Coisas que ninguém lê: Um elogio à comida

[Dinâmicas e contextos da pós-transição]

 

Carlos Piteira

Investigador do Instituto do Oriente

Docente do Instituto Superior de Ciências Socias e Politicas / Universidade de Lisboa

 

A avidez pelo imediato é de tal forma contagiante nos dias que correm que aprendemos a dar importância apenas ao que está na moda ou então que é veiculado pelos media dominantes, assim sendo, tenho por vezes a impressão que escrevo coisas que ninguém lê, talvez por não estar na moda ou por não estar alinhado com o discurso dominante.

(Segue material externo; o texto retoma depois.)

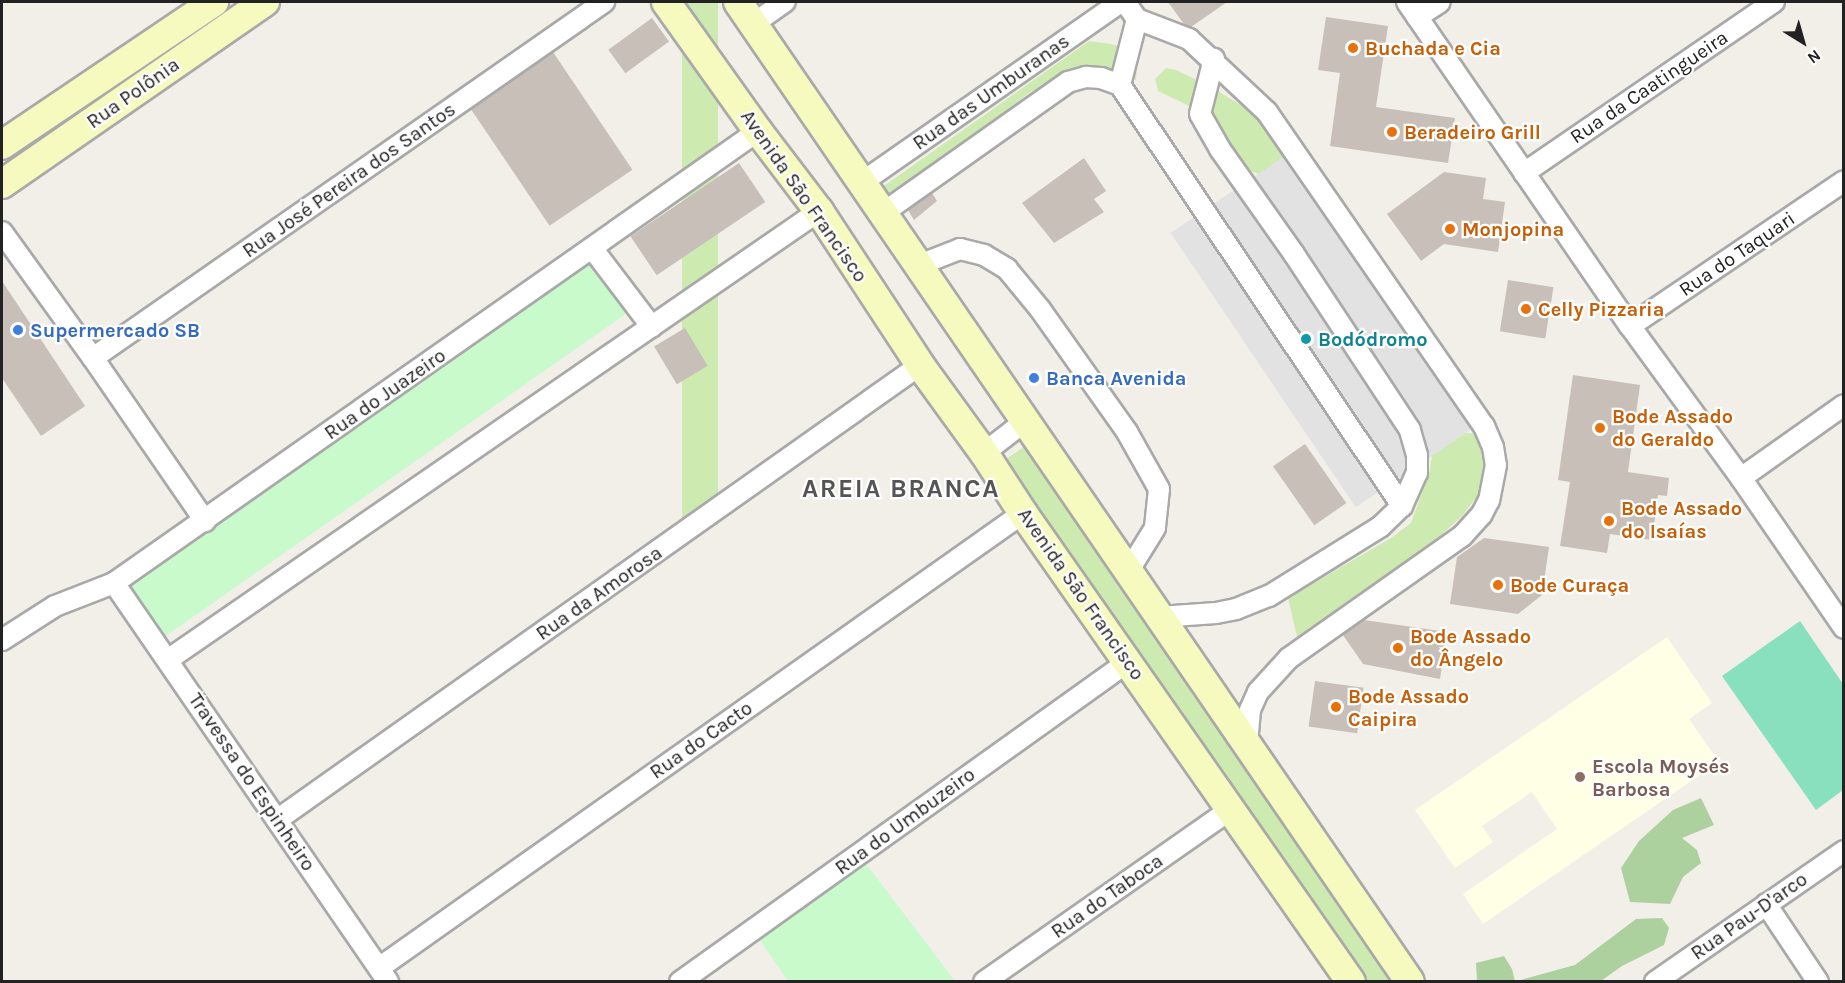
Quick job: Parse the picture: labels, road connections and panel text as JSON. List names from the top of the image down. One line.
{"streets":{"main road":["Rua Polônia","Avenida São Francisco"],"street":["Rua da Caatingueira","Rua das Umburanas","Rua José Pereira dos Santos","Rua do Taquari","Rua do Juazeiro","Rua da Amorosa","Rua do Cacto","Travessa do Espinheiro","Rua do Umbuzeiro","Rua do Taboca","Rua Pau-D'arco"]},"crossings":[["Avenida São Francisco","Rua do Juazeiro"],["Avenida São Francisco","Rua da Amorosa"],["Avenida São Francisco","Rua do Cacto"],["Avenida São Francisco","Rua do Umbuzeiro"],["Avenida São Francisco","Rua do Taboca"],["Rua do Juazeiro","Travessa do Espinheiro"],["Rua da Amorosa","Travessa do Espinheiro"],["Rua do Cacto","Travessa do Espinheiro"]],"districts":["AREIA BRANCA"],"places":["Buchada e Cia","Beradeiro Grill","Monjopina","Celly Pizzaria","Supermercado SB","Bodódromo","Banca Avenida","Bode Assado do Geraldo","Bode Assado do Isaías","Bode Curaça","Bode Assado do Ângelo","Bode Assado Caipira","Escola Moysés Barbosa"],"north":"bottom right"}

Porém, o estar fora de moda ou não replicar apenas o que é consensual, também pode ser agradável, até porque nos deixa um espaço de tranquilidade para escrevermos apenas aquilo que nos apetece ou que faz sentido para nós, na esperança que também o faça para mais alguém.

As pequenas coisas do quotidiano são por vezes aquelas que mais importância tem e que, por alguma razão, não damos tanta importância, até porque elas acontecem sem quase darmos por isso, são espontâneas e envolvem o sentido no nosso dia-a-dia.

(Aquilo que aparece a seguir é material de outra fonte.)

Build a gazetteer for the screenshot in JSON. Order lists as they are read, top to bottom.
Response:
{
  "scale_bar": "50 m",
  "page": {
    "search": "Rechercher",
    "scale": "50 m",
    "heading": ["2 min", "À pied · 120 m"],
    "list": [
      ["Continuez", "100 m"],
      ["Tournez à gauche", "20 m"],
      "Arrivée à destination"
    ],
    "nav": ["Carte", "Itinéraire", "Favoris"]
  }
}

Por isso, hoje apetece-me falar (escrever) sobre comida, coisa mais banal não poderia ser, comemos porque faz parte do nosso dia-a-dia e porque sem tal ação não sobreviveríamos.

Este simples ato de comer, aparentemente inócuo e banal, carrega simultaneamente consigo um simbolismo atroz, em boa parte é instintivo, no entanto, quase todos nós comemos aquilo que aprendemos a comer, ou seja, a nossa comida é a nossa cultura.

Em prol de um trabalho que sei que está em curso sobre a gastronomia macaense de uma conterrânea que me alheio de citar, trago este tema para esta crónica no sentido de marcar precisamente essa singularidade e essa particularidade, a comida mais do que um ato de sobrevivência ou necessidade, é uma forma de cultura.

A composição gastronómica de um povo ou de um grupo, integra-se no seu património cultural, seja ela de suporte material ou imaterial, representa em boa parte os testemunhos etnográficos ou antropológicos, com valor de civilização ou de cultura e amplia o significado das suas identidades e memórias coletivas.

A alimentação transforma-se assim em padrão cultural, que todos nós reconhecemos, (o nosso e o dos outros), faz parte de processo de aprendizagem e de enculturação que uniformizamos primeiro pelos sabores, depois pela prática e por fim pelo prazer que nos proporciona, tornando-a vulgar e habitual no nosso dia-a-dia como se de uma linguagem se tratasse.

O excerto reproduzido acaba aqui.